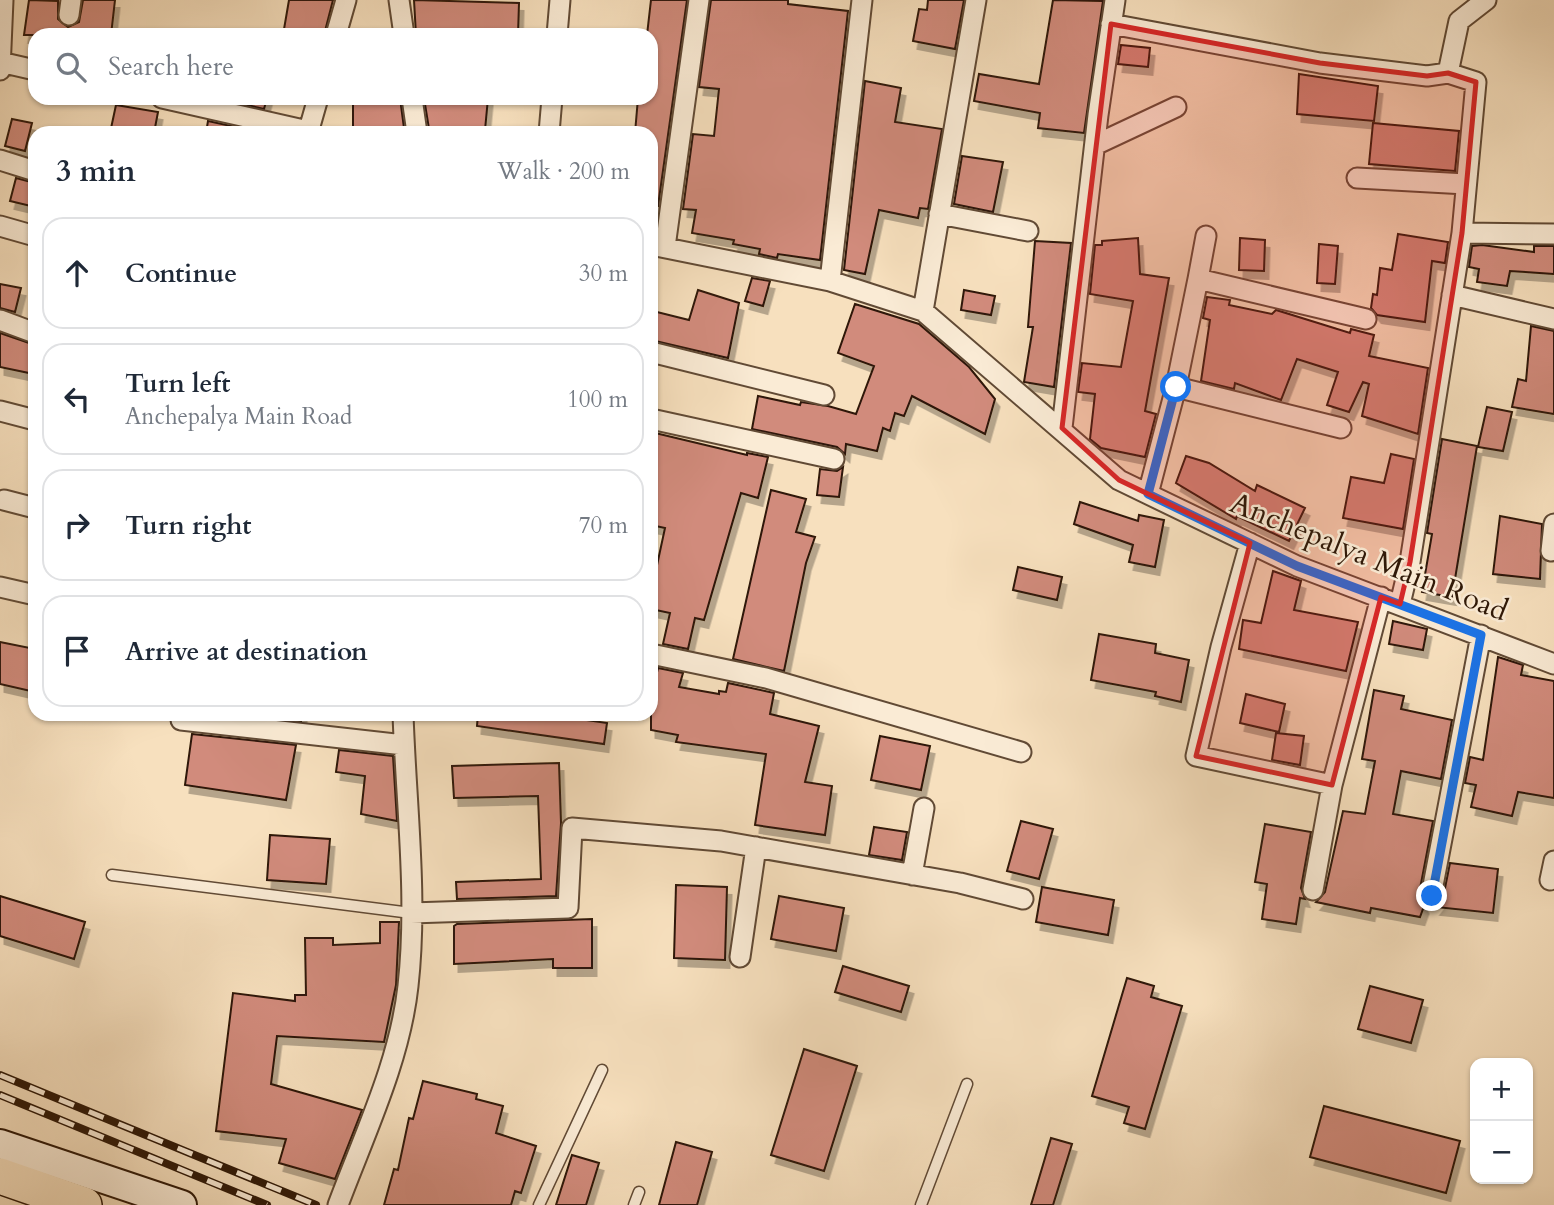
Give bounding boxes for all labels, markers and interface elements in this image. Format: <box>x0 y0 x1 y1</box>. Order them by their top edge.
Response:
search box <box>28 28 658 105</box>
icon: search <box>52 48 90 86</box>
text: Search here <box>108 49 234 84</box>
text: 3 min <box>56 151 136 192</box>
text: Walk · 200 m <box>497 156 630 187</box>
icon: ahead <box>58 254 96 292</box>
text: Continue <box>125 256 237 291</box>
text: 30 m <box>579 258 628 289</box>
text: Turn left <box>125 366 230 401</box>
route start <box>1160 371 1191 402</box>
icon: left <box>58 380 96 418</box>
text: 100 m <box>567 384 628 415</box>
text: Anchepalya Main Road <box>125 401 352 432</box>
street label: Anchepalya Main Road <box>1224 482 1514 632</box>
icon: right <box>58 506 96 544</box>
text: Turn right <box>125 508 252 543</box>
text: 70 m <box>579 510 628 541</box>
icon: arrive <box>58 632 96 670</box>
text: Arrive at destination <box>125 634 368 669</box>
route end <box>1416 880 1447 911</box>
map controls <box>1470 1058 1533 1184</box>
button: + <box>1470 1058 1533 1121</box>
button: − <box>1470 1121 1533 1184</box>

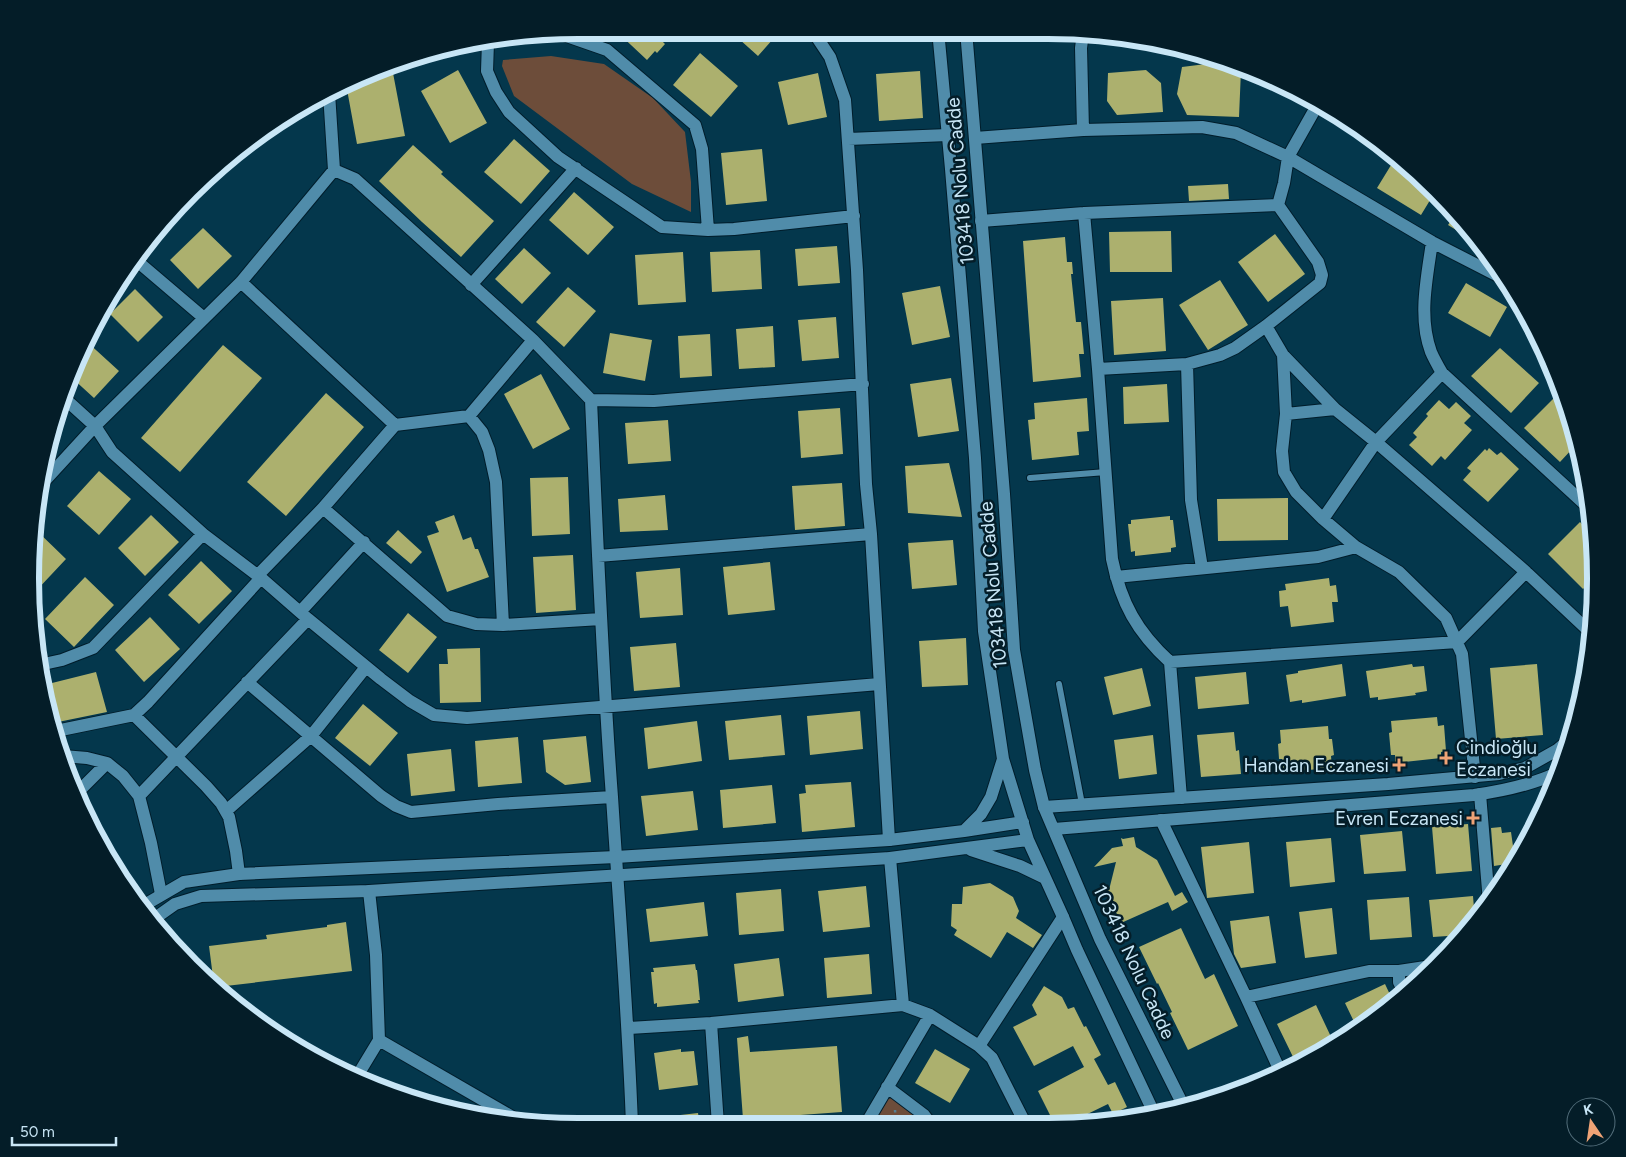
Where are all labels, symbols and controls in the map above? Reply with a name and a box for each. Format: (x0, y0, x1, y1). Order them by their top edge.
street label: 103418 Nolu Cadde (941, 97, 979, 265)
street label: 103418 Nolu Cadde (974, 501, 1012, 669)
place label: Cindioğlu Eczanesi (1456, 736, 1537, 781)
marker: Cindioğlu Eczanesi (1440, 752, 1452, 764)
place label: Handan Eczanesi (1244, 754, 1389, 777)
marker: Handan Eczanesi (1393, 759, 1405, 771)
place label: Evren Eczanesi (1335, 807, 1463, 830)
marker: Evren Eczanesi (1467, 812, 1479, 824)
street label: 103418 Nolu Cadde (1088, 881, 1180, 1043)
north arrow (1566, 1097, 1616, 1147)
text: K (1582, 1100, 1595, 1119)
scale bar (12, 1114, 116, 1146)
text: 50 m (20, 1123, 55, 1141)

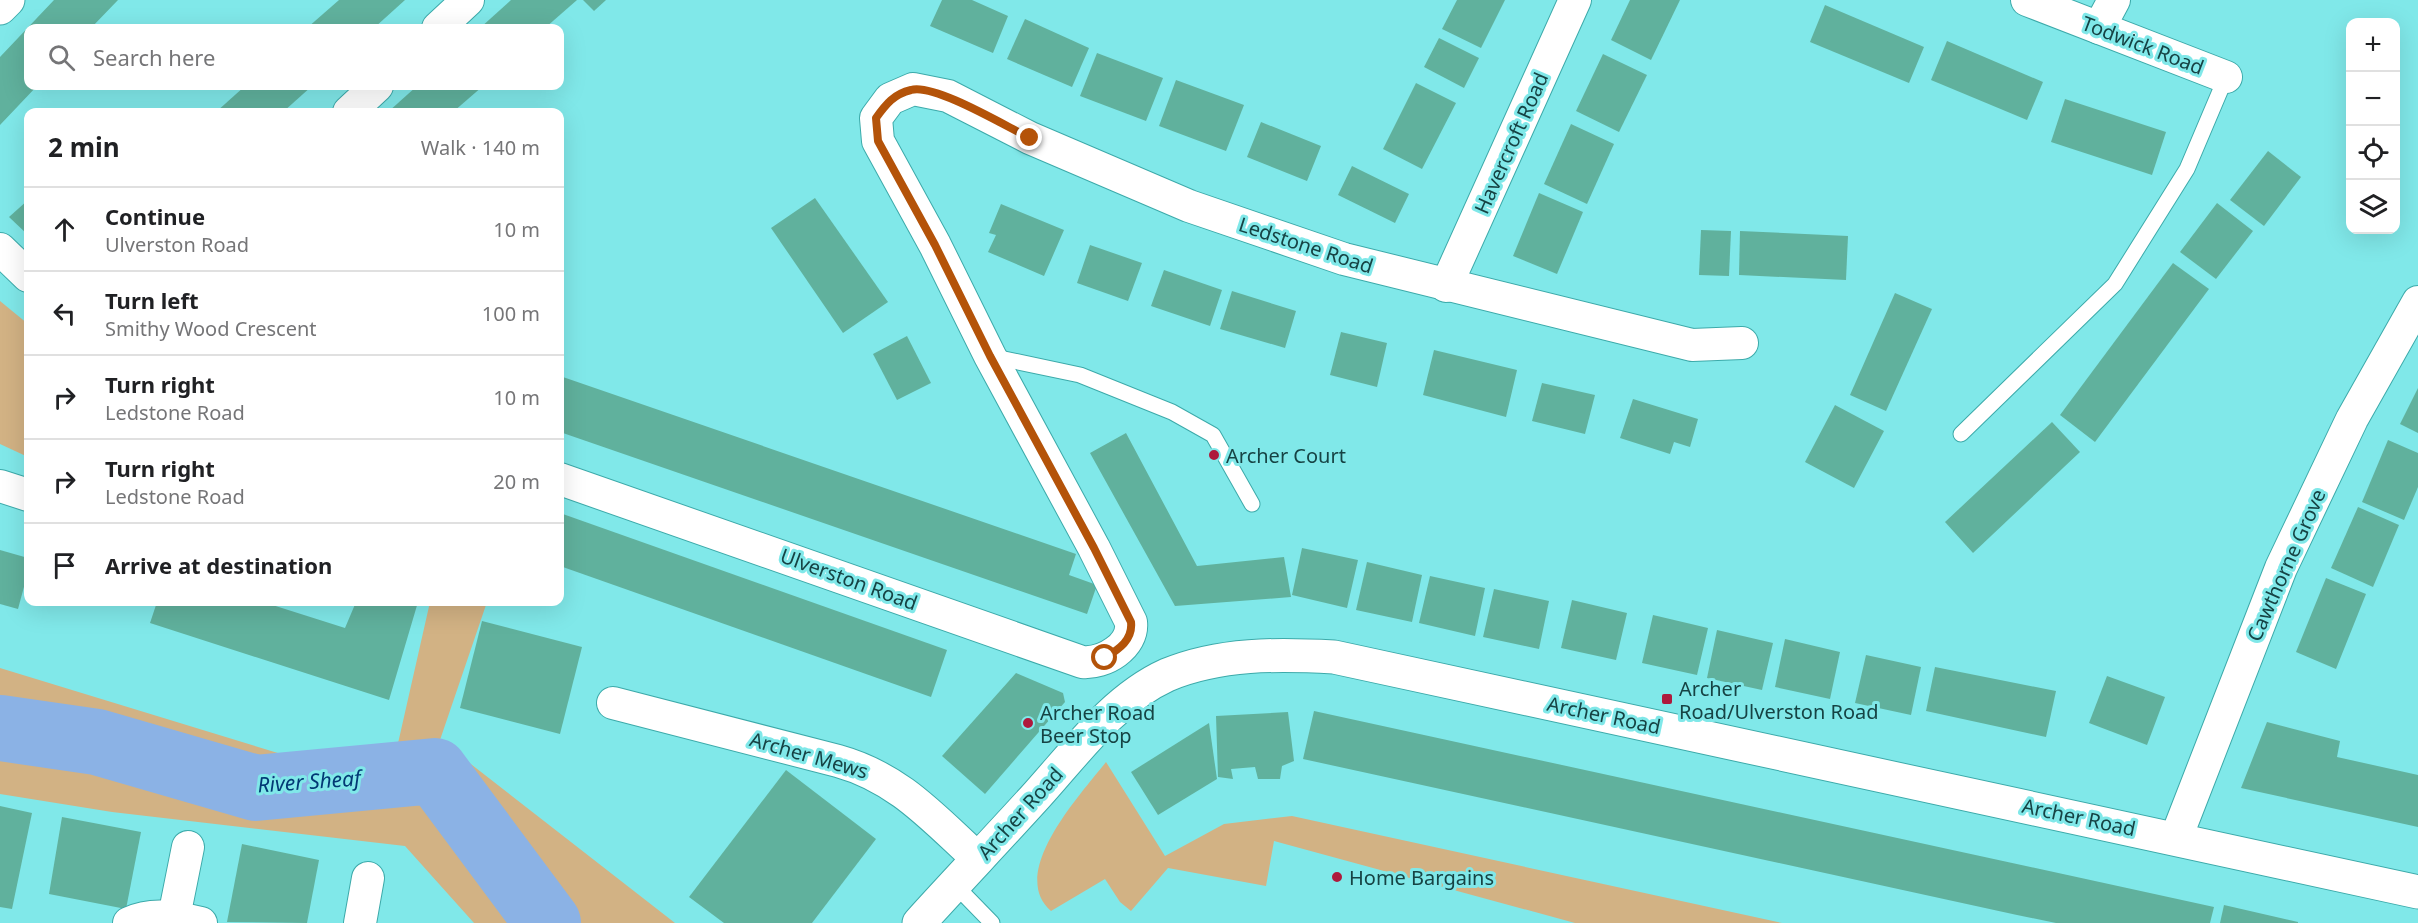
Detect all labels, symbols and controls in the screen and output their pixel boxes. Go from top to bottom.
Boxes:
════
- **ACTIVITY**:
Skip the pictures, then write out every entry exactly.

- **RESPONSE BELOW**:
Give bounding boxes for all labels, markers and interface elements in this image. Format: <box>x0 y0 x1 y1</box>. Order them by their top edge.
Response:
search box <box>28 28 658 105</box>
icon: search <box>52 48 90 86</box>
text: Search here <box>108 49 234 84</box>
text: 3 min <box>56 151 136 192</box>
text: Walk · 200 m <box>497 156 630 187</box>
icon: ahead <box>58 254 96 292</box>
text: Continue <box>125 256 237 291</box>
text: 30 m <box>579 258 628 289</box>
text: Turn left <box>125 366 230 401</box>
route start <box>1160 371 1191 402</box>
icon: left <box>58 380 96 418</box>
text: 100 m <box>567 384 628 415</box>
text: Anchepalya Main Road <box>125 401 352 432</box>
street label: Anchepalya Main Road <box>1224 482 1514 632</box>
icon: right <box>58 506 96 544</box>
text: Turn right <box>125 508 252 543</box>
text: 70 m <box>579 510 628 541</box>
icon: arrive <box>58 632 96 670</box>
text: Arrive at destination <box>125 634 368 669</box>
route end <box>1416 880 1447 911</box>
map controls <box>1470 1058 1533 1184</box>
button: + <box>1470 1058 1533 1121</box>
button: − <box>1470 1121 1533 1184</box>

Where are all labels, symbols and controls in the map above? Reply with a name and a box for each. Format: (x0, y0, x1, y1). Order them by their top edge.
street label: 103418 Nolu Cadde (941, 97, 979, 265)
street label: 103418 Nolu Cadde (974, 501, 1012, 669)
place label: Cindioğlu Eczanesi (1456, 736, 1537, 781)
marker: Cindioğlu Eczanesi (1440, 752, 1452, 764)
place label: Handan Eczanesi (1244, 754, 1389, 777)
marker: Handan Eczanesi (1393, 759, 1405, 771)
place label: Evren Eczanesi (1335, 807, 1463, 830)
marker: Evren Eczanesi (1467, 812, 1479, 824)
street label: 103418 Nolu Cadde (1088, 881, 1180, 1043)
north arrow (1566, 1097, 1616, 1147)
text: K (1582, 1100, 1595, 1119)
scale bar (12, 1114, 116, 1146)
text: 50 m (20, 1123, 55, 1141)

Detect all labels, symbols and controls in the screen and output their pixel boxes. Go from top to bottom.
Boxes:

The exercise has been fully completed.